■ **Study material**

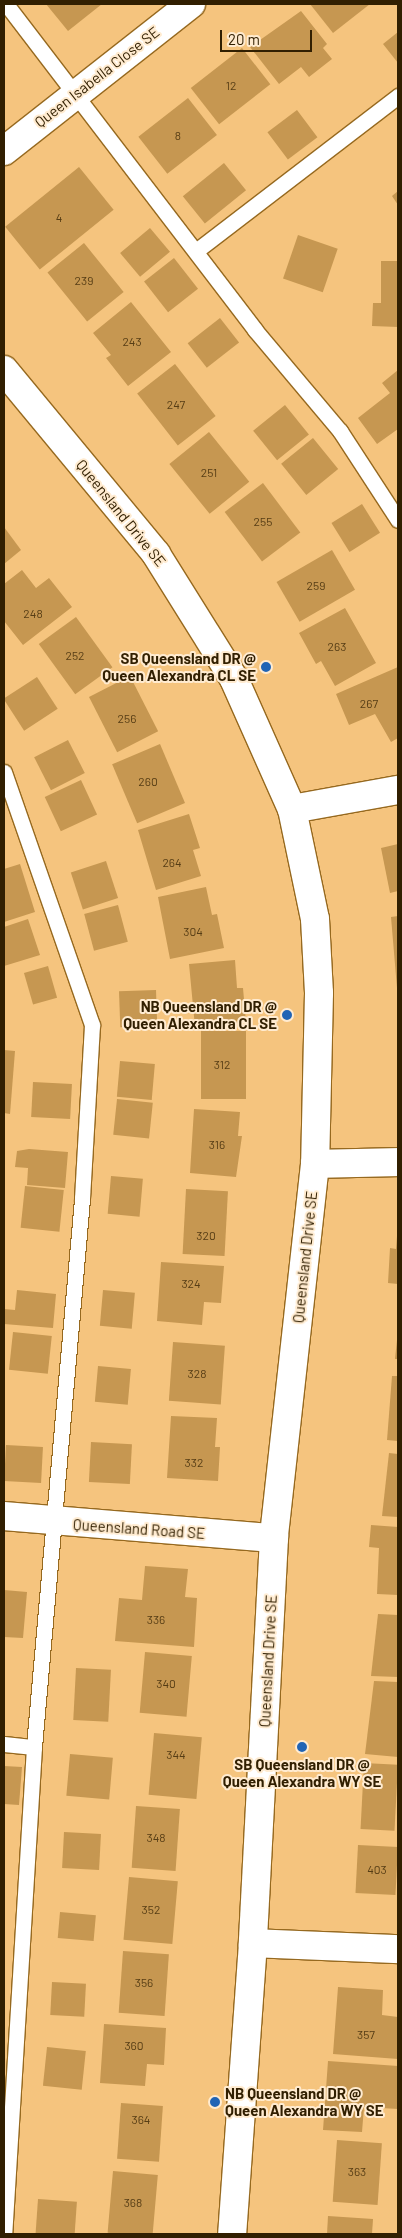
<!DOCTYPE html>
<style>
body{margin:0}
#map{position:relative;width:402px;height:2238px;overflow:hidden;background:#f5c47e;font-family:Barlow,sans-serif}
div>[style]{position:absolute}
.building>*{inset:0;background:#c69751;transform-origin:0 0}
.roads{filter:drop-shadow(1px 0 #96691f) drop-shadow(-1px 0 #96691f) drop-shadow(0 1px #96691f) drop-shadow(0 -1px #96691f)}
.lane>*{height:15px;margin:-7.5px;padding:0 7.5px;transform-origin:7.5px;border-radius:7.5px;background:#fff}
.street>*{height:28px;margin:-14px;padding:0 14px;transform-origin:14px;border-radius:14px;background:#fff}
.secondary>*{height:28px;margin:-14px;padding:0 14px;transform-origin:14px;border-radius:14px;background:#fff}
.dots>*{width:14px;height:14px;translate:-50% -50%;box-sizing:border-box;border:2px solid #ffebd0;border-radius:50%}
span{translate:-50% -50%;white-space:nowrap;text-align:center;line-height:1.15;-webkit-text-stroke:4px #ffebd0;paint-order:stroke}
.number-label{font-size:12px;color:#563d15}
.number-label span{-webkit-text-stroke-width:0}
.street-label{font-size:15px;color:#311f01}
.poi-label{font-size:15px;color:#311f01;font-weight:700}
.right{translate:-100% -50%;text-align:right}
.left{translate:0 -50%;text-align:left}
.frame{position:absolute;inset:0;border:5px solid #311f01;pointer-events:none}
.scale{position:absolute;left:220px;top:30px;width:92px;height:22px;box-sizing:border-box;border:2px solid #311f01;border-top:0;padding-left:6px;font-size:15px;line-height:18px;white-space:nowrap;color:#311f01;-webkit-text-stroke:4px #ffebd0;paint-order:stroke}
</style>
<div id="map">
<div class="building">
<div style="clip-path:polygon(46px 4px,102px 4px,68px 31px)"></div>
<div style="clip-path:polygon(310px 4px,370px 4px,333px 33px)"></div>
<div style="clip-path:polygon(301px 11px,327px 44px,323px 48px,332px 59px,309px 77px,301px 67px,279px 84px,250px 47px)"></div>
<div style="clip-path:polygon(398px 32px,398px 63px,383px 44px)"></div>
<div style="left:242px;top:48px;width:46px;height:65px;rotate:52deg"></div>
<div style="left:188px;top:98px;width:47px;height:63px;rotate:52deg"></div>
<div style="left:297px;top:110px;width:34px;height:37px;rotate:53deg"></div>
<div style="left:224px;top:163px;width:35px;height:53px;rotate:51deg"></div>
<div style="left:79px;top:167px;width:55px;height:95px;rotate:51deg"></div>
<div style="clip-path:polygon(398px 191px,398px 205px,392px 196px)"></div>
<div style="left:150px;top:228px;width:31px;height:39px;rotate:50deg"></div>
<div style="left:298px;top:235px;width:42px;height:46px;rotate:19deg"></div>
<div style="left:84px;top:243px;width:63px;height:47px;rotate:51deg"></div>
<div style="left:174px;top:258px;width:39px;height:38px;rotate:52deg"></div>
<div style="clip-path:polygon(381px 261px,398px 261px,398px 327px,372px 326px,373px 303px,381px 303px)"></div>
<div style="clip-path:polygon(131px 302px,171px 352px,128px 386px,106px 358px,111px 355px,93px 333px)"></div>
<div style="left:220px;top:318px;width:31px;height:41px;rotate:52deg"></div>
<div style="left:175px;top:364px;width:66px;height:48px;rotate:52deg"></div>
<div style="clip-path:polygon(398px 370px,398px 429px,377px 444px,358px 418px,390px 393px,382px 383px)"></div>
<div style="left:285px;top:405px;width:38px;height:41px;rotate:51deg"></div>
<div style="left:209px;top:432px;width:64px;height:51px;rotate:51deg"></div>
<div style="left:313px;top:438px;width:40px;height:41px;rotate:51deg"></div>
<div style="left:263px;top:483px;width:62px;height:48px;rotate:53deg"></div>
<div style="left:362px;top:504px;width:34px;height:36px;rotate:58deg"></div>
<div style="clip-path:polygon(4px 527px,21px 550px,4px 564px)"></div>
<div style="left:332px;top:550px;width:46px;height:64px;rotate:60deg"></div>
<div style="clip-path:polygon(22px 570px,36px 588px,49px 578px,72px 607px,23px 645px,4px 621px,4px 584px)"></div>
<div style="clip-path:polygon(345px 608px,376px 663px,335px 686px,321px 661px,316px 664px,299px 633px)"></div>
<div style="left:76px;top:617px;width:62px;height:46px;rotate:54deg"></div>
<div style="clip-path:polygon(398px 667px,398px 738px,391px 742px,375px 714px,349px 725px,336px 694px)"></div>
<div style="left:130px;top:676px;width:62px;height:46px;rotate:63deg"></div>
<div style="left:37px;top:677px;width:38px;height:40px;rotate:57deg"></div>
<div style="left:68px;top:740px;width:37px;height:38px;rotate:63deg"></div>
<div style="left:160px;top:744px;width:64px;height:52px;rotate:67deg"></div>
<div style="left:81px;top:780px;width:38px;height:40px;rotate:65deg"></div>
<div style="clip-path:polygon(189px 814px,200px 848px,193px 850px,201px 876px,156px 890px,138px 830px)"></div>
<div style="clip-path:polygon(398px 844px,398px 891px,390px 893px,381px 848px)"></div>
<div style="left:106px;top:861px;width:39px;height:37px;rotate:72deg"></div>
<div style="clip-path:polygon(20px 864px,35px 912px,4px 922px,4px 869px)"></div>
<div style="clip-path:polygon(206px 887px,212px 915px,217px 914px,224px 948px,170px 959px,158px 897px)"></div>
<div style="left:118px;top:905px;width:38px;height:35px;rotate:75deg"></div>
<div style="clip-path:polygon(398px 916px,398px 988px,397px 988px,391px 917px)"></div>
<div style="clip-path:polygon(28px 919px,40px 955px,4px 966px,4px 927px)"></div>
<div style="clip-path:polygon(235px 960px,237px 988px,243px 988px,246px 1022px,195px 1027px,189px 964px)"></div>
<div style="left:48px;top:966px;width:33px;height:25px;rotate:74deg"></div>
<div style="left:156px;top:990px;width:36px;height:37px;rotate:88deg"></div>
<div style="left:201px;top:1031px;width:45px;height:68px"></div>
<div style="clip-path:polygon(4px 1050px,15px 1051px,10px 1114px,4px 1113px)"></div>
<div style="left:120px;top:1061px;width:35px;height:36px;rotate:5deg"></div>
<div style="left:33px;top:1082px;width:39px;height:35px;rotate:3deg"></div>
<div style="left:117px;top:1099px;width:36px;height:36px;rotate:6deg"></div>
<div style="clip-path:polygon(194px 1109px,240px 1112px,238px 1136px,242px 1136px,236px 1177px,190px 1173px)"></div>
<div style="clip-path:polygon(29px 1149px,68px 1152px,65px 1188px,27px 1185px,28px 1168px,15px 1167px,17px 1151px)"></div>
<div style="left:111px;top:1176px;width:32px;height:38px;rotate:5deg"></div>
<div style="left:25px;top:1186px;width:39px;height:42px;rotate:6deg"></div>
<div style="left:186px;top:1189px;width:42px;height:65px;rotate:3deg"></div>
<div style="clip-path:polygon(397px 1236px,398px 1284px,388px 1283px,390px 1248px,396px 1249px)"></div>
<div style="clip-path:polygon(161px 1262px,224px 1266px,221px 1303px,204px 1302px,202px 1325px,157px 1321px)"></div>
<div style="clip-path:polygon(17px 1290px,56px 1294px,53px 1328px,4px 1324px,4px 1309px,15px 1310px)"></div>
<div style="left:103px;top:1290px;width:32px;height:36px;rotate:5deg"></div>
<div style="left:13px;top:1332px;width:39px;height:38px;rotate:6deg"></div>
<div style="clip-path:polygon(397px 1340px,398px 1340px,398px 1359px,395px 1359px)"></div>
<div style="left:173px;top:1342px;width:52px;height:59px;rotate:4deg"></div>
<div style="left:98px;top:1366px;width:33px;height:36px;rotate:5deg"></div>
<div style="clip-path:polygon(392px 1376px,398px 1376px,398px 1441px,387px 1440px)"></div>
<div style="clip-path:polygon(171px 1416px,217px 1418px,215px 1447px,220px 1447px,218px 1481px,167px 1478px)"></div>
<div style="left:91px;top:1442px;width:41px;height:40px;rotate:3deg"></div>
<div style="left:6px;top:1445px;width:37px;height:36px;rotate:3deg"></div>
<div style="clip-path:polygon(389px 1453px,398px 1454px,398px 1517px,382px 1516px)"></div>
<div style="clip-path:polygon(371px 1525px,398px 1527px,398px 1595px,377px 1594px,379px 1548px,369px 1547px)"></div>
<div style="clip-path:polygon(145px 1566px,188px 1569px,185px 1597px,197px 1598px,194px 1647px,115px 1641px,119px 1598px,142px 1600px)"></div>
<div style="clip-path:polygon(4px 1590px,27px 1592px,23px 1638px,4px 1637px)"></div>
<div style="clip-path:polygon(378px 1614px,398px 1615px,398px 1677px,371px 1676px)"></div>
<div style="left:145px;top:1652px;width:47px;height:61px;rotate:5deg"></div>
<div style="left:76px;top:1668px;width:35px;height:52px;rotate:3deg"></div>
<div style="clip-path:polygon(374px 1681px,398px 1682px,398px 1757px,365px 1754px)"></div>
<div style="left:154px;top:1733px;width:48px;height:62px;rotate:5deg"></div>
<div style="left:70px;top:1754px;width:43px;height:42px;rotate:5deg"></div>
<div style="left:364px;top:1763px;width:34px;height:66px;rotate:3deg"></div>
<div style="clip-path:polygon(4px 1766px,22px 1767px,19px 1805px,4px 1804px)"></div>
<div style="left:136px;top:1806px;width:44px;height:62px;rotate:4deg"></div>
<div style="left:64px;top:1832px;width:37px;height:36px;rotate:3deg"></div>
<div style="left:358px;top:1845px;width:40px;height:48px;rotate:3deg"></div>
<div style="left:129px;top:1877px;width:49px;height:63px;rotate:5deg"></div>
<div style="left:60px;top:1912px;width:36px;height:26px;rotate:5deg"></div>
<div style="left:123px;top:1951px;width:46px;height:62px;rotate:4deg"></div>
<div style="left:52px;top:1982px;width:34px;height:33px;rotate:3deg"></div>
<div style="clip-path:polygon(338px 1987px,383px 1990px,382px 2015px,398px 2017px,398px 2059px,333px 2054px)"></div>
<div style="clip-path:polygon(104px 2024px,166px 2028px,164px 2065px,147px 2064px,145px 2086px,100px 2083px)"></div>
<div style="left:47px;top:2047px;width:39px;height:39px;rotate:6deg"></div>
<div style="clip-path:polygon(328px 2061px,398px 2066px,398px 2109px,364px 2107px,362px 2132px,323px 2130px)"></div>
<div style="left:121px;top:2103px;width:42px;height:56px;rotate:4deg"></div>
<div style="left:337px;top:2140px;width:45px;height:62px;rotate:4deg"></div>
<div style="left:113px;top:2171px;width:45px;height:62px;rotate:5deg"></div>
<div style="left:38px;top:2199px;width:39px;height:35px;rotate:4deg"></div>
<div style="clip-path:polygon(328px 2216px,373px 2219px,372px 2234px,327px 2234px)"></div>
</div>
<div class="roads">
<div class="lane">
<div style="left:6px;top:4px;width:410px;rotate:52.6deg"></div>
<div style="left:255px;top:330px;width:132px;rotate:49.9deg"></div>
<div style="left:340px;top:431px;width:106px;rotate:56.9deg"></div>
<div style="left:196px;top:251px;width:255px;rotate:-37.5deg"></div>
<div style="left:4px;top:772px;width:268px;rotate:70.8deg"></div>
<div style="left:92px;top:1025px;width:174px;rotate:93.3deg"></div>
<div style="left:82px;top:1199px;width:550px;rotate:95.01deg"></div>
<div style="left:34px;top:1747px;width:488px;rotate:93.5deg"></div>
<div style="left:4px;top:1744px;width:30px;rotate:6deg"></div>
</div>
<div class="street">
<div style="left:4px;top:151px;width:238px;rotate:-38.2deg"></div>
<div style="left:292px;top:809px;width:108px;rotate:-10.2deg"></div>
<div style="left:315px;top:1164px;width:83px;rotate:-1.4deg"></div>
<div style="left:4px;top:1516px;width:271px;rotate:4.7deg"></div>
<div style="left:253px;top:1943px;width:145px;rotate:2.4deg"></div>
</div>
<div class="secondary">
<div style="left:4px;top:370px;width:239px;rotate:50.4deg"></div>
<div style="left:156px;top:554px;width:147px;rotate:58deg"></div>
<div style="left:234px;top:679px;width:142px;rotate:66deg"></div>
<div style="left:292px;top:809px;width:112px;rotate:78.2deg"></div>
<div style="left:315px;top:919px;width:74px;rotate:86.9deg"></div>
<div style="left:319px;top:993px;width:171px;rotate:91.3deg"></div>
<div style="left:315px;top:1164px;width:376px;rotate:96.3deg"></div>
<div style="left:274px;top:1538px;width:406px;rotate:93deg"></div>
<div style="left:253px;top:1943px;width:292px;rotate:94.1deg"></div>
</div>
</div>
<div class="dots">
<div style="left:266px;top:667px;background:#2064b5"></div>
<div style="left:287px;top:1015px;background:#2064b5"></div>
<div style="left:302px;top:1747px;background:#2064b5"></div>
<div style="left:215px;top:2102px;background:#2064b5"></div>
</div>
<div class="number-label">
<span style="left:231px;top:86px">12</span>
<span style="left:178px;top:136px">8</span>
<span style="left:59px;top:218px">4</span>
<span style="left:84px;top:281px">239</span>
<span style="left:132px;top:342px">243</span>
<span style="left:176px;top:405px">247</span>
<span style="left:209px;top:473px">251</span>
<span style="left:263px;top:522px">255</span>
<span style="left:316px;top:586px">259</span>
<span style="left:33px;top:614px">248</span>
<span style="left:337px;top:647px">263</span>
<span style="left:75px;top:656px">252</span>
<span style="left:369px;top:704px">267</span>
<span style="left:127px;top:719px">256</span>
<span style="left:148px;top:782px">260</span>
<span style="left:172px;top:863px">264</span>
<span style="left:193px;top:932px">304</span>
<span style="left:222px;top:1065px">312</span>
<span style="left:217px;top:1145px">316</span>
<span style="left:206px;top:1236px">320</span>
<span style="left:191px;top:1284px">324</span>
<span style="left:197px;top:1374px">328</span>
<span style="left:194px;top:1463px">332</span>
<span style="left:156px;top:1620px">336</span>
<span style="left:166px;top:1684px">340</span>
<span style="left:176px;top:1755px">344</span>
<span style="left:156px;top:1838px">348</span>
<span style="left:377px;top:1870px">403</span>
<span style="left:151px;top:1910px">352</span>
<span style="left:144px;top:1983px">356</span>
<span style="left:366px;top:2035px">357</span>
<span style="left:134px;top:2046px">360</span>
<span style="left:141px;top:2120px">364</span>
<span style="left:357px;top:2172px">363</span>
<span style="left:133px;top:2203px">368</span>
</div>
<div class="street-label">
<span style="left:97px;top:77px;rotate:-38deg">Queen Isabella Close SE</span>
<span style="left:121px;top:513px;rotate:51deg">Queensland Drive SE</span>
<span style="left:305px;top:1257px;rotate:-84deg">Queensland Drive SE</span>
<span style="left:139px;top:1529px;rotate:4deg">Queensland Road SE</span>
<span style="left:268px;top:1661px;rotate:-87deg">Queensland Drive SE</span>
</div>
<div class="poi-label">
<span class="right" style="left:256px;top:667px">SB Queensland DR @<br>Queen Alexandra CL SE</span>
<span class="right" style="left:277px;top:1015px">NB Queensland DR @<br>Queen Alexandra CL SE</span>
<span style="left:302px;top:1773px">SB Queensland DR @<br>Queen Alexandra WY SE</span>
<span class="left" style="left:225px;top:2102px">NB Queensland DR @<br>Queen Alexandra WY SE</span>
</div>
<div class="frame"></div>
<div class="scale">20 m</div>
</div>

■ **Task item**
Report each line of the listing above that uses the word "lane".

■ **Answer for this exercise**
.lane>*{height:15px;margin:-7.5px;padding:0 7.5px;transform-origin:7.5px;border-radius:7.5px;background:#fff}
<div class="lane">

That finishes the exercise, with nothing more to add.